Persist (P12) Daily sync loop runs as persist iterate skills/Health/PROMPT.md. Each iteration spawns a fresh agent context; state lives in the trace DB + a tiny state.jsonl. Backpressure is from the sync SyncResult + the rate-limiter, not model self-grading.
Snapshot (P15) health status is the P15 reflex for the health domain. Every health-domain agent response opens with it.
Audience (P18) Daily-note projections are agent-and-human-readable (markdown rendered by Obsidian) — Category B per the format-discernment rule. Plans/specs about the skill itself are HTML under docs/plans/, docs/specs/.
Cross-Review (P20) Validation-evidence calls are MED/LOW confidence by default and require a second-model pass before being baked into agent prose. Vendor "recovery scores" never escape the trace layer un-flagged.
Telos Cross-links to USER/TELOS/GOALS.md (longevity/fitness goals), MISSION.md (the underlying why), MODELS.md (Attia/Galpin/Sims mental models). The Health skill can emit a health context --format json blob suitable for direct Telos GOALS-progress queries.

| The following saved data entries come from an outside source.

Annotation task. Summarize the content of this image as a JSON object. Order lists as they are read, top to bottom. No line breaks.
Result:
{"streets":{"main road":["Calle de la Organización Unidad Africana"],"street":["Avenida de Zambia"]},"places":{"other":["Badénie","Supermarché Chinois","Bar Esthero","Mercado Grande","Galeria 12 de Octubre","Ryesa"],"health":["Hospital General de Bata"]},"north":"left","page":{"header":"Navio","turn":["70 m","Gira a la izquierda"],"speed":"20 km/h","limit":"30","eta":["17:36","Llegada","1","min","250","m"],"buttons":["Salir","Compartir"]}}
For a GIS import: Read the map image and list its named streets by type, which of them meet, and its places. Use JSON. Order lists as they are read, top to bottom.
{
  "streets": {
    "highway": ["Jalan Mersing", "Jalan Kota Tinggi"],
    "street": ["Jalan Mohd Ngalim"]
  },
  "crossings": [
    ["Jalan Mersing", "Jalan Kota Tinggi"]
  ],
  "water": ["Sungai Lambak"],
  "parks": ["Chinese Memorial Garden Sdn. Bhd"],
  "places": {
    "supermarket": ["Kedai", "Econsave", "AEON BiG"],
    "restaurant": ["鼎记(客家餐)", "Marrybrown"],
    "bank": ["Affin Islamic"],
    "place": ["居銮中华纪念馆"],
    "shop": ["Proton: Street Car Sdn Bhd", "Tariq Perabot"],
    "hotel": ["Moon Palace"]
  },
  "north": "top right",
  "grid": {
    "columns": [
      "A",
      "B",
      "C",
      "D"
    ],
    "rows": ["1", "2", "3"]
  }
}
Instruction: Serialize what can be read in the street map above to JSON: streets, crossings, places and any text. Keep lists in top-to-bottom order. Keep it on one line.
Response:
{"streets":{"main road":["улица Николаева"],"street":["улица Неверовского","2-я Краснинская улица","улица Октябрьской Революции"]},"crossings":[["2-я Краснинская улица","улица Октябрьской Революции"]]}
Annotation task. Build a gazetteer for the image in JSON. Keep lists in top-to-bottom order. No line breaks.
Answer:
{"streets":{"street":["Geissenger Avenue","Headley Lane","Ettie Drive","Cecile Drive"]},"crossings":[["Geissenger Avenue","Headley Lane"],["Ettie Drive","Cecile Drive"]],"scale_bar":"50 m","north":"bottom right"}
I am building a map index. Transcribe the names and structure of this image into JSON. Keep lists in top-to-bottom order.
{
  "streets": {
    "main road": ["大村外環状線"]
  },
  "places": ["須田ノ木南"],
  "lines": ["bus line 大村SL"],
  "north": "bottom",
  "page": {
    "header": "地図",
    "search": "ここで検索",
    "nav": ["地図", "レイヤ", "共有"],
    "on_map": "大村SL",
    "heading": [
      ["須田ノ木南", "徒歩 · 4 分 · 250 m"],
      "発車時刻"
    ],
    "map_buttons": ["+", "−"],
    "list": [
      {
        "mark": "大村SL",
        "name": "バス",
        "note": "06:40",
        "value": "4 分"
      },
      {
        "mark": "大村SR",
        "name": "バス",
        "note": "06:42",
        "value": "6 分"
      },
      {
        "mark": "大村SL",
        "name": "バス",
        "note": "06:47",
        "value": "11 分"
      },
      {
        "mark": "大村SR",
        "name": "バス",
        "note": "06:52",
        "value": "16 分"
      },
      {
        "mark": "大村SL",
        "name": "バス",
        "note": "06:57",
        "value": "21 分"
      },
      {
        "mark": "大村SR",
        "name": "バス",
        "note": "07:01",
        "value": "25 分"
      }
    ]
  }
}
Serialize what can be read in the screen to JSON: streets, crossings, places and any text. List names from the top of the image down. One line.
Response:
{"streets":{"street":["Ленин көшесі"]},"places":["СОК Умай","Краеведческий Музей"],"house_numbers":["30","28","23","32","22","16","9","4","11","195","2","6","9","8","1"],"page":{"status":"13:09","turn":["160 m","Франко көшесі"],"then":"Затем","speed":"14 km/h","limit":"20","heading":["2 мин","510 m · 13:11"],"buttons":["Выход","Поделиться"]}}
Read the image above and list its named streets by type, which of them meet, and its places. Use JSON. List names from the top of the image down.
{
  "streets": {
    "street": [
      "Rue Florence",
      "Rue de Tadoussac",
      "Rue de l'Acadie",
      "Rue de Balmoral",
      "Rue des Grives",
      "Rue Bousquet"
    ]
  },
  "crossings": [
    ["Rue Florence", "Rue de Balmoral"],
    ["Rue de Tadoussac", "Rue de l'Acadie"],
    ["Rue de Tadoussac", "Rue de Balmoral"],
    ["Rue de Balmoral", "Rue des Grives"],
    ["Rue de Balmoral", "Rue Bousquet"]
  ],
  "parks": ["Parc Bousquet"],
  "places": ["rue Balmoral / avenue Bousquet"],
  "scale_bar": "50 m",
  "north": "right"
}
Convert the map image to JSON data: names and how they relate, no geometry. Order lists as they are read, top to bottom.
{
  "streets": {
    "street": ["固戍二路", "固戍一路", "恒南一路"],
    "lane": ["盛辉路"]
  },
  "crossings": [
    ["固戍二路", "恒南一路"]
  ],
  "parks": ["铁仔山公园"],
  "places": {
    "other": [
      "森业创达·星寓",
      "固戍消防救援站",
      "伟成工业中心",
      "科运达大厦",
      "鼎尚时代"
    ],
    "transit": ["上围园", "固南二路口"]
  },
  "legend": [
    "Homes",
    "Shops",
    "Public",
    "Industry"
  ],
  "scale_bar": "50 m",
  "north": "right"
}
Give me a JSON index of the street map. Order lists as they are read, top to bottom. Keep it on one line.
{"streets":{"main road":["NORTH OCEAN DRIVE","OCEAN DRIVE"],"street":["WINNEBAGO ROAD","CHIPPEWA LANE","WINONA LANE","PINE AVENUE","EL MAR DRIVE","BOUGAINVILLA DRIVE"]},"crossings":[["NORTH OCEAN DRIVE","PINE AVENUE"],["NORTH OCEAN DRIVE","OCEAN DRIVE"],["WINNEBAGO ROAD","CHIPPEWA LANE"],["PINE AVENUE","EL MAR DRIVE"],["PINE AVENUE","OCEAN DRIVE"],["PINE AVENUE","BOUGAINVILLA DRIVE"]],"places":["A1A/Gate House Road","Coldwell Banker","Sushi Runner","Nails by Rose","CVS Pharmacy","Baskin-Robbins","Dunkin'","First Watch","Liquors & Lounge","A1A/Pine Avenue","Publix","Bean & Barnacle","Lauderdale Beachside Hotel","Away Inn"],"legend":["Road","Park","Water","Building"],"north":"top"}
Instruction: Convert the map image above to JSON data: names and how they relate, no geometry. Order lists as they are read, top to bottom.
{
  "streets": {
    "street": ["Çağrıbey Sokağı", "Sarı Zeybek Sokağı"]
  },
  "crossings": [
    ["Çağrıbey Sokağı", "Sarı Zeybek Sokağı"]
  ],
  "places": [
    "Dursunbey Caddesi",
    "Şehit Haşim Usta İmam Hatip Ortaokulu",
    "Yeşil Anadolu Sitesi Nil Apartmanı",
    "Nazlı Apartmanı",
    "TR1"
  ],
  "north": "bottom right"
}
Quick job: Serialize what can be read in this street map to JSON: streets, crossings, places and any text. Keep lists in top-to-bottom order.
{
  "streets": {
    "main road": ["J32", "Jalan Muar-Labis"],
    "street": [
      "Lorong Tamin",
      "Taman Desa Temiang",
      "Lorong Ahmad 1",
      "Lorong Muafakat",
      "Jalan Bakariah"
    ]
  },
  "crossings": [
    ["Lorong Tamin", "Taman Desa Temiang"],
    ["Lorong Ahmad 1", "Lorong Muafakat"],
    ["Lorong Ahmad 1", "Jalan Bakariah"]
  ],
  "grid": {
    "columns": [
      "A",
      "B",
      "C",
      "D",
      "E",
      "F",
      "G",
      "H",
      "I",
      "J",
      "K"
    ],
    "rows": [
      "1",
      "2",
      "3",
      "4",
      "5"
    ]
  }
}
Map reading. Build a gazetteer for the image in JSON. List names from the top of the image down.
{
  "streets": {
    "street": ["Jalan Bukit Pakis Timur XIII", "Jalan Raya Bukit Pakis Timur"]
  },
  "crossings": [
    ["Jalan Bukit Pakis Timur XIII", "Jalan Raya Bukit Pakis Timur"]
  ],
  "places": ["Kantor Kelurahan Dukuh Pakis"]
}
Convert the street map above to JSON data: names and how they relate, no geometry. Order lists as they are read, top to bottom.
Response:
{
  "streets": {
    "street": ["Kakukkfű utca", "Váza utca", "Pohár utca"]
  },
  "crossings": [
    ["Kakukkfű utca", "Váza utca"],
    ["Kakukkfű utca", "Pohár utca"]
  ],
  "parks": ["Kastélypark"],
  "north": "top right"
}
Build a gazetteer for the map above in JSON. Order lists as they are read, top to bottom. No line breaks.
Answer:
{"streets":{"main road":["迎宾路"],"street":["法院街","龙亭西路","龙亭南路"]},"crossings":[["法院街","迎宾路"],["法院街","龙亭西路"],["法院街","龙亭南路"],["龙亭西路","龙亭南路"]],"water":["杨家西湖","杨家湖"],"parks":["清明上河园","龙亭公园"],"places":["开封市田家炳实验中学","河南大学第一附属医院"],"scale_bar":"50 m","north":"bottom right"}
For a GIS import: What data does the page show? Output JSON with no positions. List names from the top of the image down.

The skill is not a primitive — it is a substrate that several primitives compose against.


Privacy invariants

The Health skill is the most privacy-sensitive workspace component. The invariants are hard:

  1. SQLite by default; SQLCipher upgrade path documented — v1 ships unencrypted SQLite at ~/broomva/health/traces/<source>.db. v1.1 will add the [encrypted] extra (pysqlcipher3) and a one-shot migration to SQLCipher with the encryption key stored in macOS Keychain. See References/privacy-architecture.md.
  2. Tokens at 0o600; directory at 0o700~/.config/broomva-health/tokens/ directory is mode 0o700 (only owner can read), token files are mode 0o600. The filesystem token store enforces this at write time.
  3. Never log PII — no log statement may contain email, password, MFA code, raw token bytes, sample values, or device serials. The agent never echoes these to the conversation log either. PII redaction is enforced at the formatter layer.
  4. Local-first; no telemetry; no third-party calls beyond the source's own API — the Health skill makes network calls only to the source vendors (Garmin Connect, in v1). No analytics, no crash reporters, no "phone home".
  5. Reconciliation is a projection, not a column — samples carry source + device; which-source-wins for a given metric/window is computed at projection time, not stored as a flag in the trace. This preserves provenance permanently.
  6. Apple HealthKit's local-only model is the reference — Apple keeps every HKSample on-device unless the user explicitly shares with an app. We aspire to the same posture for everything we ingest.

Failure to uphold these invariants is a P20 blocker — Cross-Review must reject any PR that touches adapters/repositories/ or adapters/token_stores/ without re-verifying them.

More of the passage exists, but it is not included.